今年もMoto2クラスに参戦する長島哲太 2月6日から8日までの3日間、Moto2/Moto3クラスのプレシーズンテストがスペインのバレンシア・サーキットで行なわれた。 3日間通して気温はひとケタ台と低く、しかも初日は雨でほとんど走行で…



今年もMoto2クラスに参戦する長島哲太

 2月6日から8日までの3日間、Moto2/Moto3クラスのプレシーズンテストがスペインのバレンシア・サーキットで行なわれた。

 3日間通して気温はひとケタ台と低く、しかも初日は雨でほとんど走行できなかったためにけっして理想的なコンディションではなかったが、若い年齢層の選手が多いカテゴリーだけに、各チームはこの厳しい状況のなかでも精力的にテストメニューを消化していった。

 2018年のMoto2クラスは、今季からIDEMITSU Honda Team Asiaに移籍した長島哲太(ながしま・てつた/25歳)が唯一の日本人選手となる。初めてフル参戦に挑んだ2014年は第12戦・イギリスGPで転倒に巻き込まれて負傷し、以後のシーズンを棒に振る結果になった。

 その後、FIM CEVレプソルインターナショナル選手権参戦を経て再度世界へ挑戦した昨年は、マシン面等で不利な状況ながらも善戦し、シーズン終盤のマレーシアでは10位フィニッシュも果たした。

「今年は、すごく体制が整っているチームに移籍できました。テスト初日はシェイクダウンで車体も新品だし、自分にとって新しいパーツもいろいろと試しました。新しいパーツで走り始めること自体が、僕にとっては初めての経験です」と笑顔を見せる。



Moto3クラスで4年目となる鈴木竜生

「去年はとにかく、『翌年につなげなきゃ』ということで精一杯でした。3年ぶりの世界選手権で雰囲気に呑まれないように心がけながらも、いろんな意味でバタバタしましたが、一戦一戦全力で走りきったシーズンでした。

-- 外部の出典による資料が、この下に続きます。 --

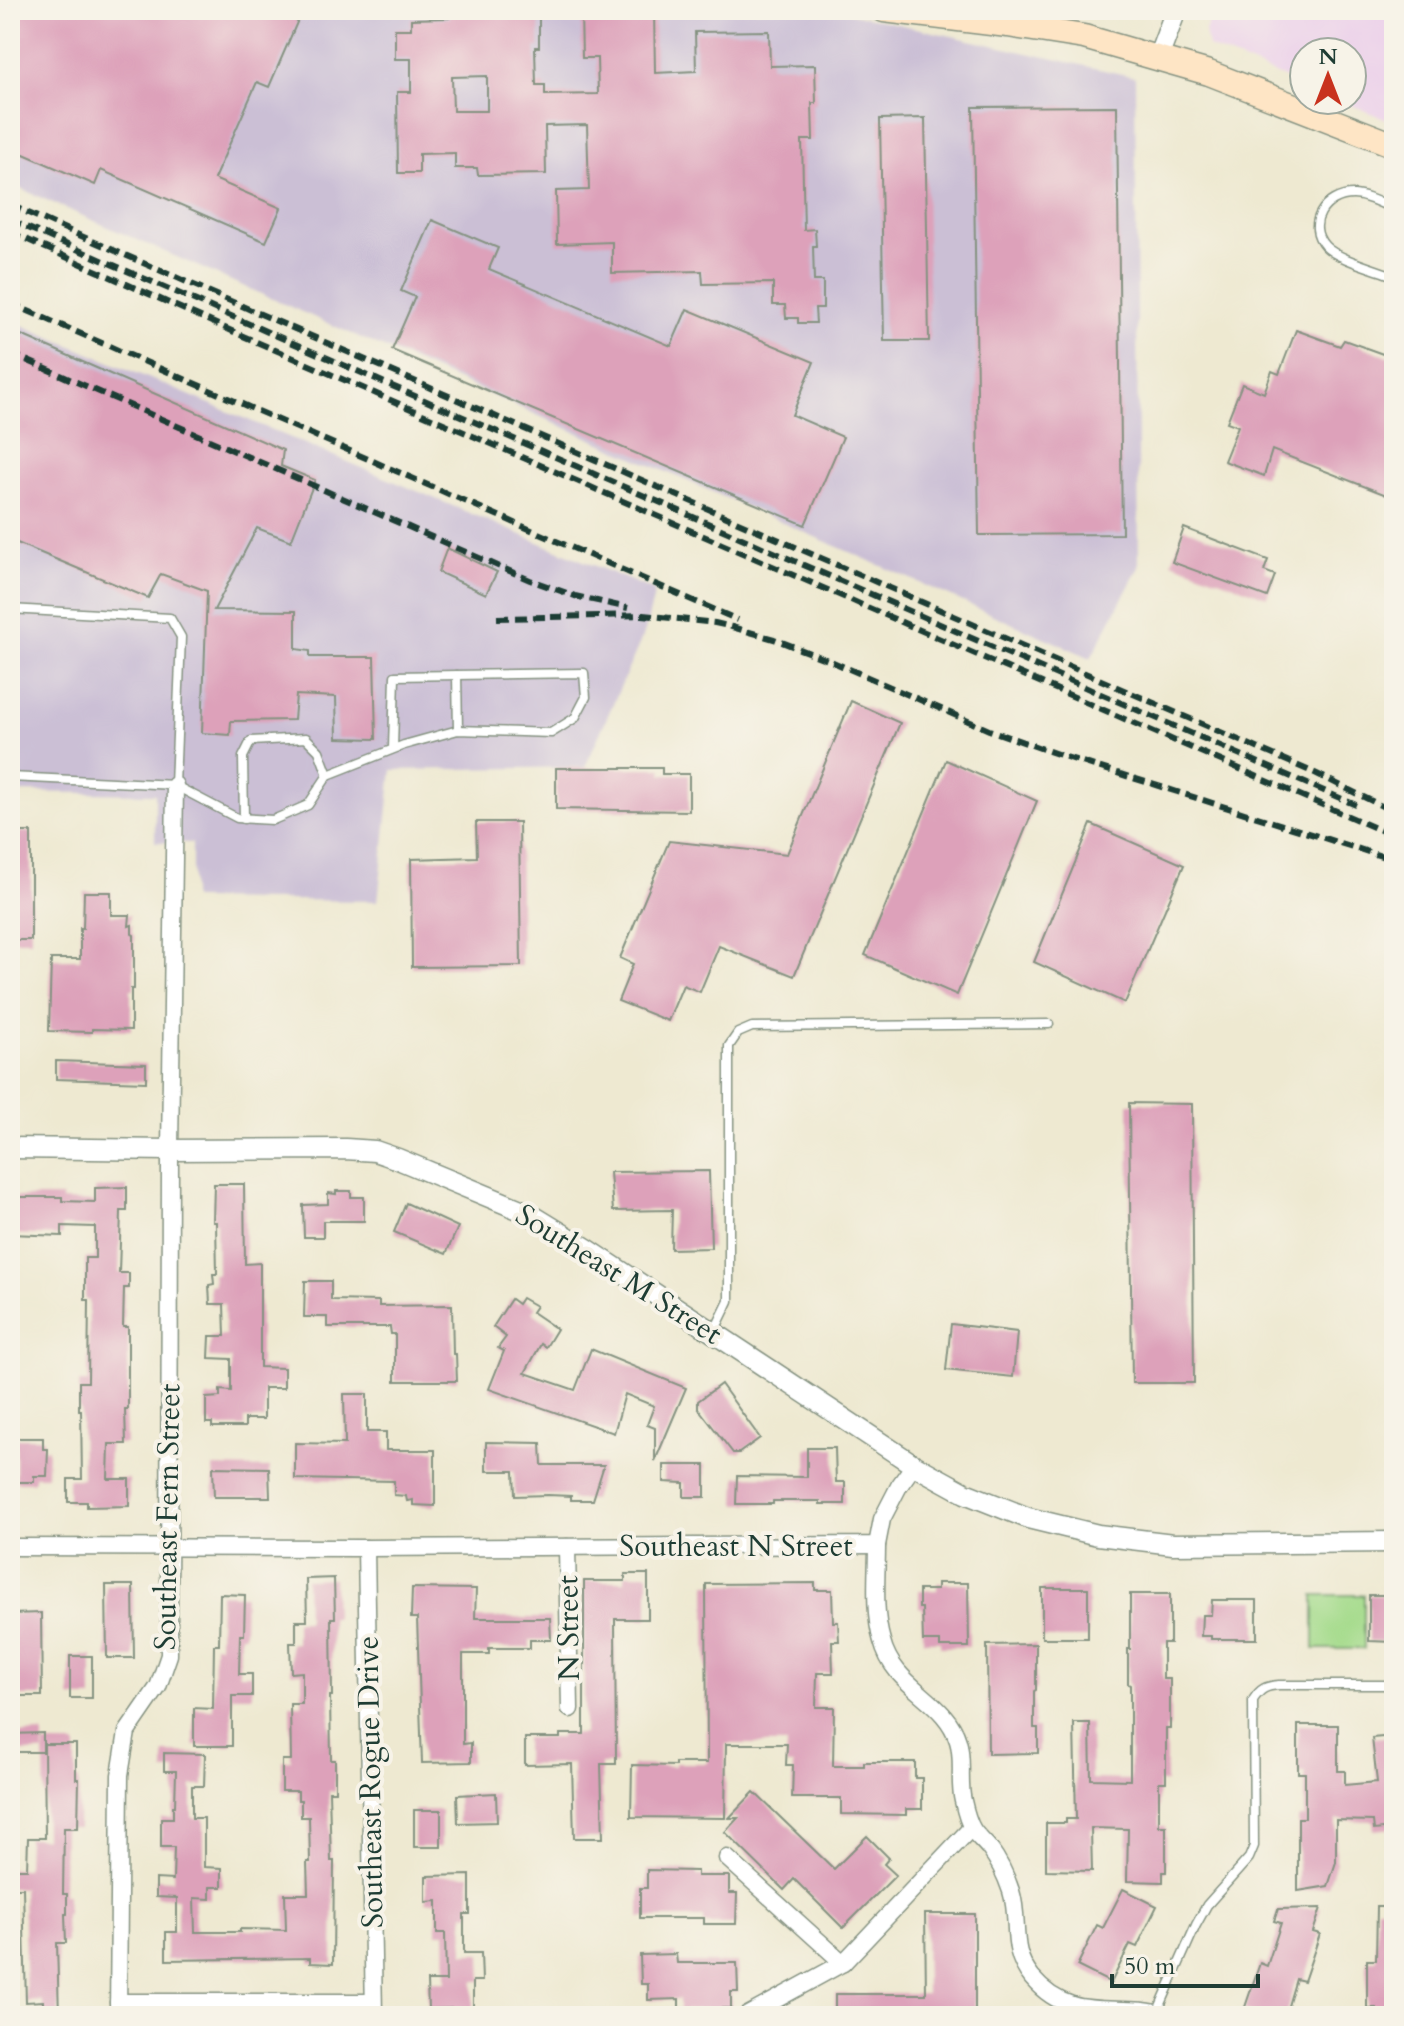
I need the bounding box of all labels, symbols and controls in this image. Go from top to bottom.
north arrow [1288,36,1368,116]
text: N [1318,42,1338,72]
street label: Southeast M Street [508,1194,730,1355]
street label: Southeast Fern Street [145,1383,190,1651]
street label: Southeast N Street [619,1526,853,1567]
street label: N Street [547,1574,590,1681]
street label: Southeast Rogue Drive [347,1635,394,1928]
scale bar [1112,1938,1258,1988]
text: 50 m [1124,1950,1176,1983]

 去年はベストが10位だったので、今年は常にトップテンに入り、表彰台にも上がることを目指していきます。それができるだけのチームにいると思うので、最低限でもこの目標はクリアしていくつもりです」

 Moto3クラスには、4名の日本人選手が参戦する。そのなかで、20歳の日本人最年長として4年目のシーズンを迎えるのが鈴木竜生(すずき・たつき/SIC58 Squadra Corse)だ。Moto3最初の2年はインドメーカーのマヒンドラ製マシンで戦い、昨年からホンダ陣営の現チームへ移籍した。



昨年の最終戦でルーキー・オブ・ザ・イヤーを獲得した佐々木歩夢

「さすがにもう4年目なので、表彰台には立たなければならないと思っています」

 毎レース大混戦の激闘が続くこのクラスで、昨年は何度も上位陣に食い込んで存在感を一気に高めた反面、あともう少しのところで転倒してチャンスをフイにすることもたびたびだった。

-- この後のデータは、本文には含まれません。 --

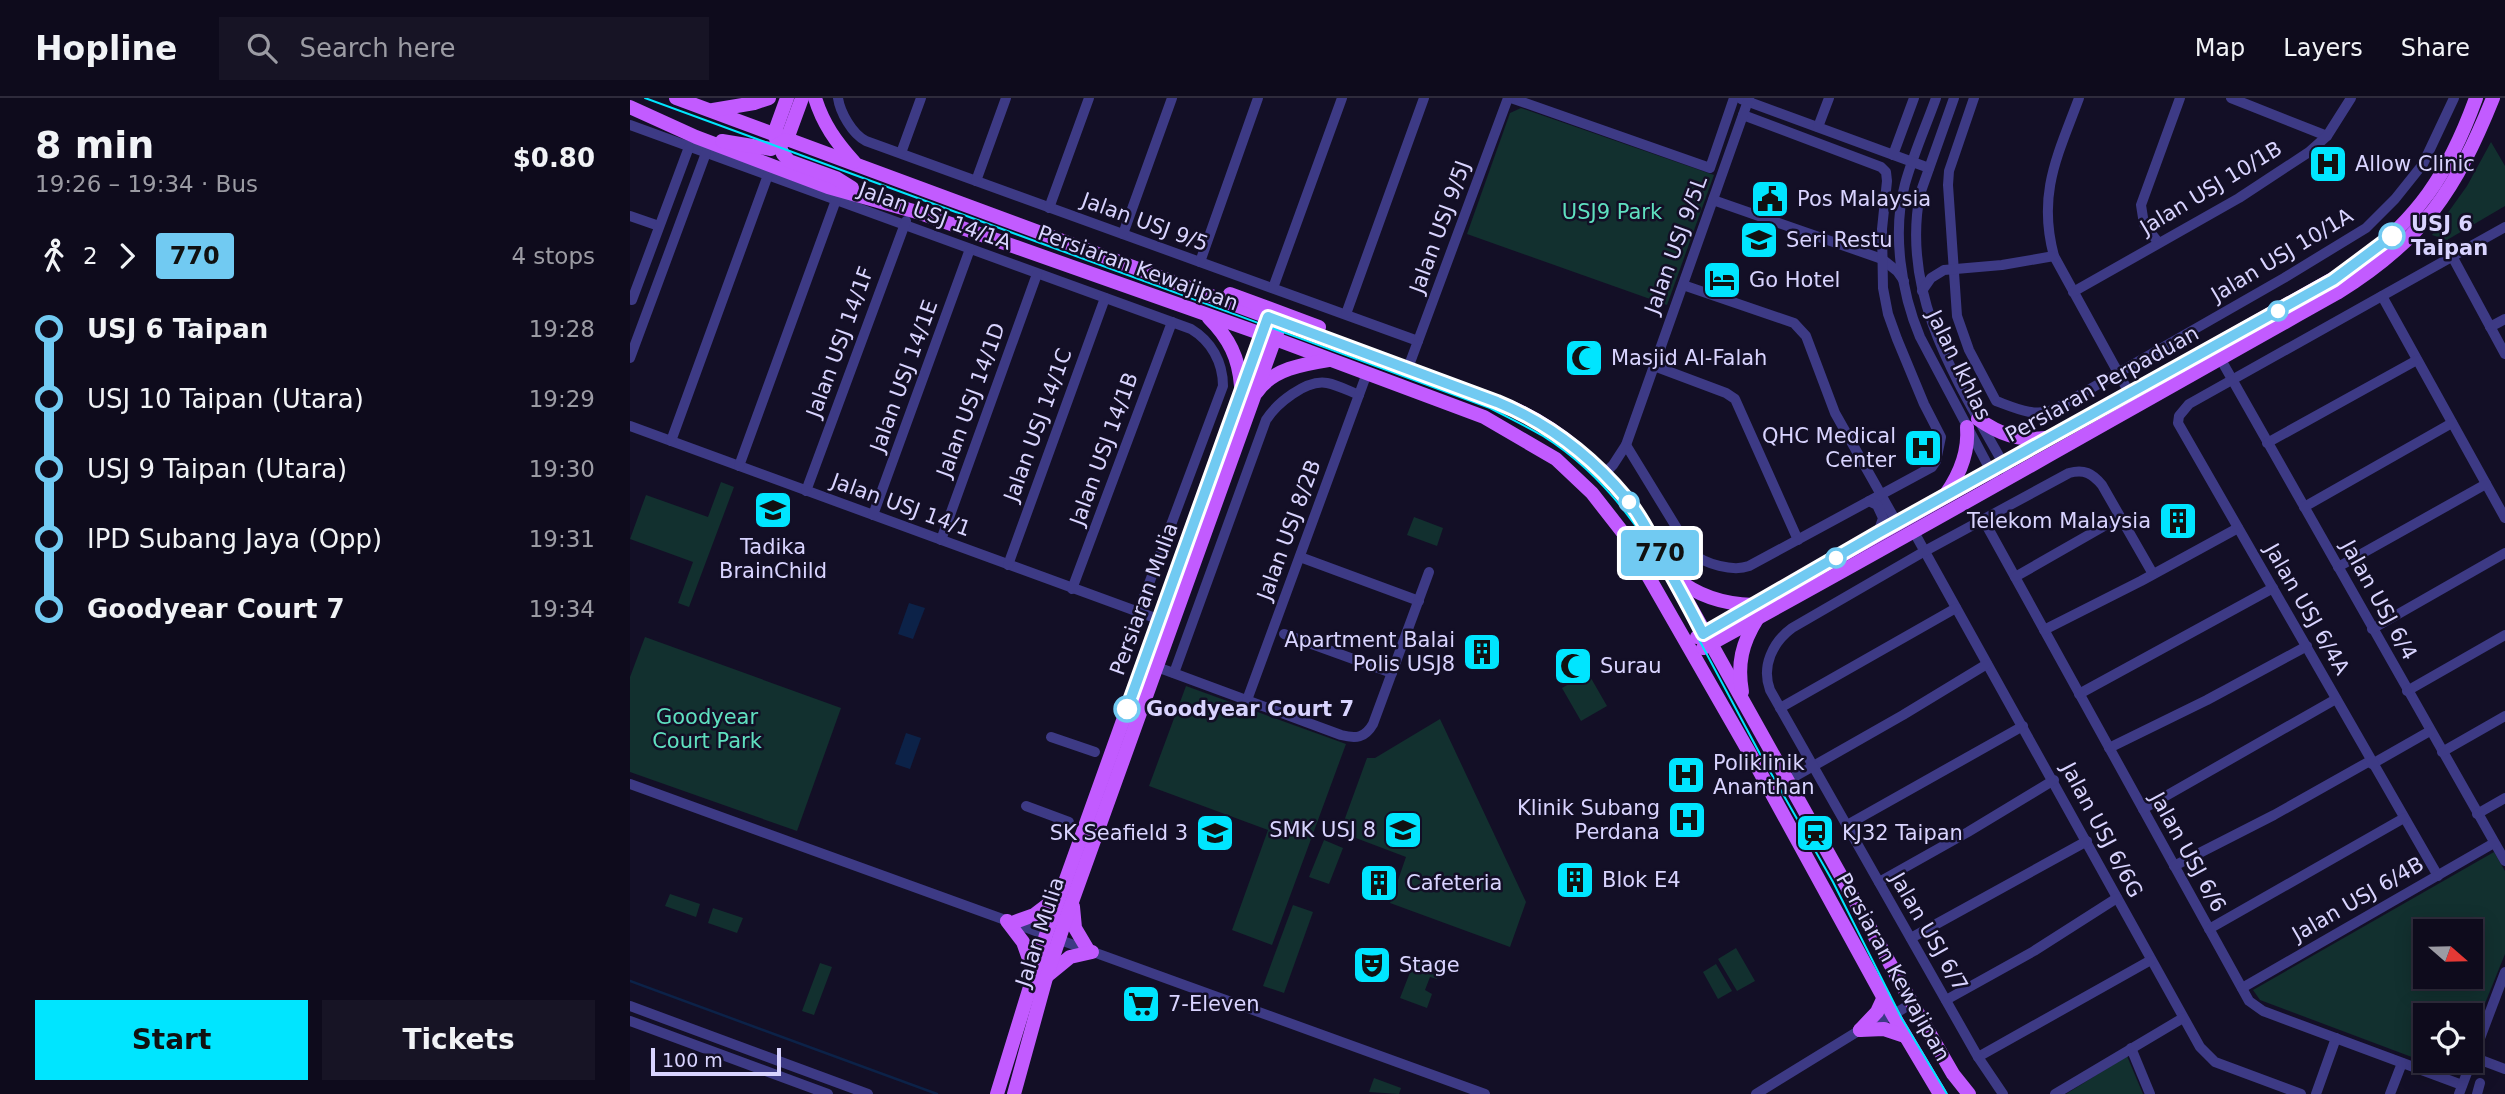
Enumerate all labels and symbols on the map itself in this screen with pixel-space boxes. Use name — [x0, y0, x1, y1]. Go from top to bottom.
street label: Jalan USJ 10/1B — [2134, 136, 2286, 241]
hospital icon: Allow Clinic — [2307, 143, 2349, 185]
place label: Allow Clinic — [2355, 152, 2475, 176]
street label: Jalan USJ 9/5J — [1404, 157, 1475, 298]
street label: Jalan USJ 9/5L — [1639, 173, 1712, 319]
street label: Jalan USJ 14/1A — [853, 177, 1015, 255]
public building icon: Pos Malaysia — [1749, 178, 1791, 220]
street label: Jalan USJ 9/5 — [1076, 187, 1212, 256]
place label: Pos Malaysia — [1797, 187, 1931, 211]
park label: USJ9 Park — [1562, 200, 1663, 224]
street label: Jalan USJ 10/1A — [2205, 203, 2358, 308]
place label: USJ 6 Taipan — [2411, 212, 2488, 260]
school or university icon: Seri Restu — [1738, 219, 1780, 261]
street label: Persiaran Kewajipan — [1035, 221, 1241, 315]
marker: USJ 6 Taipan — [2379, 223, 2405, 249]
place label: Seri Restu — [1786, 228, 1892, 252]
hotel icon: Go Hotel — [1701, 259, 1743, 301]
street label: Jalan USJ 14/1F — [801, 263, 878, 422]
place label: Go Hotel — [1749, 268, 1840, 292]
street label: Jalan USJ 14/1E — [865, 297, 943, 457]
unlabelled marker — [2268, 301, 2288, 321]
street label: Jalan Ikhlas — [1921, 304, 1996, 424]
street label: Jalan USJ 14/1D — [931, 319, 1010, 482]
street label: Persiaran Perpaduan — [2001, 321, 2203, 447]
mosque icon: Masjid Al-Falah — [1563, 337, 1605, 379]
street label: Jalan USJ 14/1C — [998, 345, 1077, 507]
place label: Masjid Al-Falah — [1611, 346, 1767, 370]
street label: Jalan USJ 14/1B — [1065, 369, 1143, 531]
place label: QHC Medical Center — [1762, 424, 1896, 472]
hospital icon: QHC Medical Center — [1902, 427, 1944, 469]
street label: Jalan USJ 8/2B — [1252, 457, 1326, 605]
street label: Jalan USJ 14/1 — [826, 468, 974, 541]
school or university icon: Tadika BrainChild — [752, 489, 794, 531]
unlabelled marker — [1619, 492, 1639, 512]
building icon: Telekom Malaysia — [2157, 500, 2199, 542]
place label: Telekom Malaysia — [1966, 509, 2151, 533]
street label: Persiaran Mulia — [1105, 519, 1183, 679]
line badge: 770 — [1620, 530, 1700, 576]
street label: Jalan USJ 6/4 — [2335, 534, 2422, 664]
place label: Tadika BrainChild — [719, 535, 827, 583]
street label: Jalan USJ 6/4A — [2259, 537, 2355, 679]
unlabelled marker — [1826, 548, 1846, 568]
place label: Apartment Balai Polis USJ8 — [1284, 628, 1455, 676]
building icon: Apartment Balai Polis USJ8 — [1461, 631, 1503, 673]
mosque icon: Surau — [1552, 645, 1594, 687]
place label: Surau — [1600, 654, 1661, 678]
marker: Goodyear Court 7 — [1114, 696, 1140, 722]
place label: Goodyear Court 7 — [1146, 697, 1354, 721]
park label: Goodyear Court Park — [652, 705, 763, 753]
place label: Poliklinik Ananthan — [1713, 751, 1815, 799]
hospital icon: Poliklinik Ananthan — [1665, 754, 1707, 796]
street label: Jalan USJ 6/6G — [2055, 757, 2148, 902]
street label: Jalan USJ 6/6 — [2144, 786, 2231, 916]
place label: Klinik Subang Perdana — [1517, 796, 1660, 844]
hospital icon: Klinik Subang Perdana — [1666, 799, 1708, 841]
school or university icon: SMK USJ 8 — [1382, 809, 1424, 851]
school or university icon: SK Seafield 3 — [1194, 812, 1236, 854]
station icon: KJ32 Taipan — [1794, 812, 1836, 854]
place label: SMK USJ 8 — [1269, 818, 1376, 842]
place label: SK Seafield 3 — [1050, 821, 1188, 845]
place label: KJ32 Taipan — [1842, 821, 1963, 845]
street label: Jalan USJ 6/4B — [2286, 852, 2428, 947]
building icon: Blok E4 — [1554, 859, 1596, 901]
building icon: Cafeteria — [1358, 862, 1400, 904]
street label: Jalan USJ 6/7 — [1884, 867, 1973, 996]
place label: Blok E4 — [1602, 868, 1681, 892]
street label: Persiaran Kewajipan — [1831, 869, 1955, 1065]
place label: Cafeteria — [1406, 871, 1502, 895]
street label: Jalan Mulia — [1010, 874, 1069, 992]
north arrow — [2413, 919, 2483, 989]
theatre icon: Stage — [1351, 944, 1393, 986]
place label: Stage — [1399, 953, 1460, 977]
supermarket icon: 7-Eleven — [1120, 983, 1162, 1025]
place label: 7-Eleven — [1168, 992, 1260, 1016]
scale bar — [651, 1045, 780, 1077]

「去年1年を経験したことでだいぶ自信もついたので、もう焦って無理をして転ぶこともないと思います。Moto3は誰が来るか予想がつかないクラスなので、開幕戦から皆を驚かせるような位置で走りたいですね。そして、それが自分の当たり前の位置になるように、1年間を戦っていきたいと思います」

 鈴木同様に、昨年おおいに注目を集めた17歳の佐々木歩夢(ささき・あゆむ/Petronas Sprinta Racing)は、最終戦でルーキー・オブ・ザ・イヤーを獲得したが、当人としてはけっして満足できない1年だった、と去年の戦いを振り返る。

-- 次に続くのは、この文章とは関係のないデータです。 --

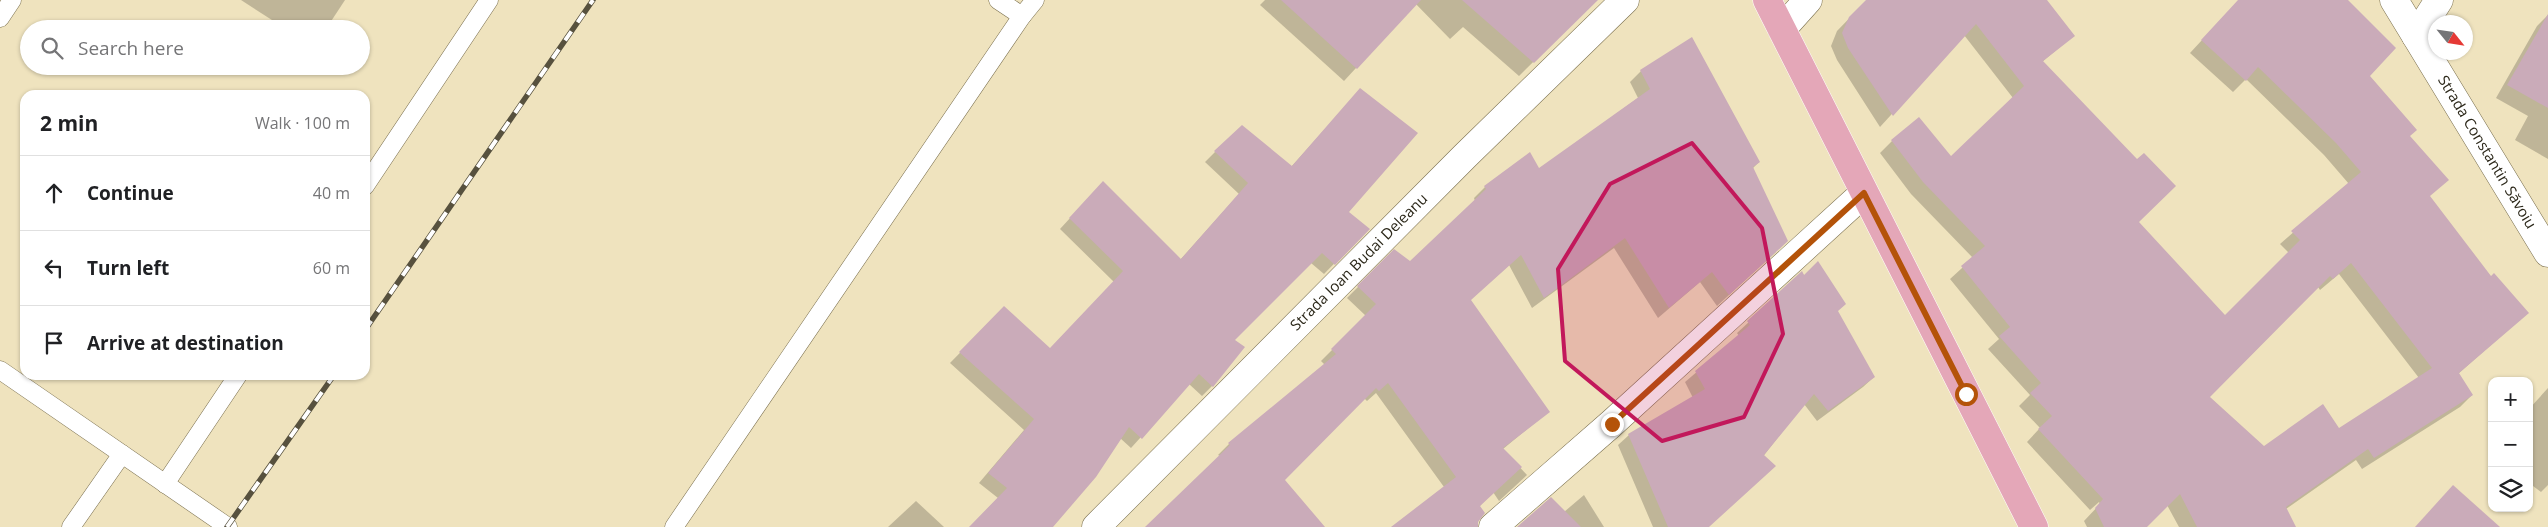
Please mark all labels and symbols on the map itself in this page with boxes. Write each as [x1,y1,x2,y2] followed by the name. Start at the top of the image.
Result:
[2428,15,2473,60] north arrow
[2434,71,2542,232] street label: Strada Constantin Săvoiu
[1285,188,1431,334] street label: Strada Ioan Budai Deleanu
[1955,383,1978,406] route start
[1601,413,1624,436] route end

「ルーキー・オブ・ザ・イヤーはチームにとってはよかったけど、自分の走りという意味では、今までのバイク人生で一番悔しい年でした。今年は2年目のシーズンで、自分もチームもすでにお互いを理解しているので、去年よりもいい感じでテストに入ることができています。



昨年のルーキーシーズンは苦しんだ鳥羽海渡

 今年は、心の中ではもちろんチャンピオンを目指しているけど、まず第一歩として一戦一戦に集中しながら、できれば開幕戦のカタールからでもさっそく表彰台に乗れるように、バイクのセッティングと自分自身を仕上げていきます」

 一方、佐々木と同様にルーキーシーズンを戦いながら、2017年は世界選手権の厳しい洗礼を受ける格好になったのが鳥羽海渡(とば・かいと/Honda Team Asia)だ。

 第2戦のアルゼンチンでいきなり10位に入賞して高い資質を披露したが、以後のレースでは苦戦してポイント圏内に届かない結果が続いた。ライディングにも迷いが生じて精神的に沈みがちになることも多かったが、今年は心機一転、強い意気込みで表情も明るくバレンシアテストを迎えた。

「自分では(表情の変化に)あまり意識をしていないんですが、今年はとにかく前向きに行こうと思っています。去年はデビューイヤーだったので苦労したこともたくさんありましたが、とにかくもう、いろいろと学びすぎるくらい学びました」

 そう言いながら、相好を崩した。

「精神面でいつも強さを保たなければならないということもそうだし、バイクの乗り方やメカニックたちとのコミュニケーションについても、たくさん学びました。2018年は一戦ずつしっかりと走りぬいて、毎戦トップテンには入りたいですね。今年は一輝も来たから、負けていられません」



Moto3に初参戦する真崎一輝

 鳥羽がそう話す真崎一輝(まさき・かずき/RBA BOE Skull Rider Team)は、年が明けてから急転直下でフル参戦が決定した。佐々木や鳥羽とは同年齢の2000年生まれ。ともに切磋琢磨してきた彼らがMoto3クラスに昇格した後もRedBull MotoGPルーキーズカップを戦い、2017年のチャンピオンを獲得した。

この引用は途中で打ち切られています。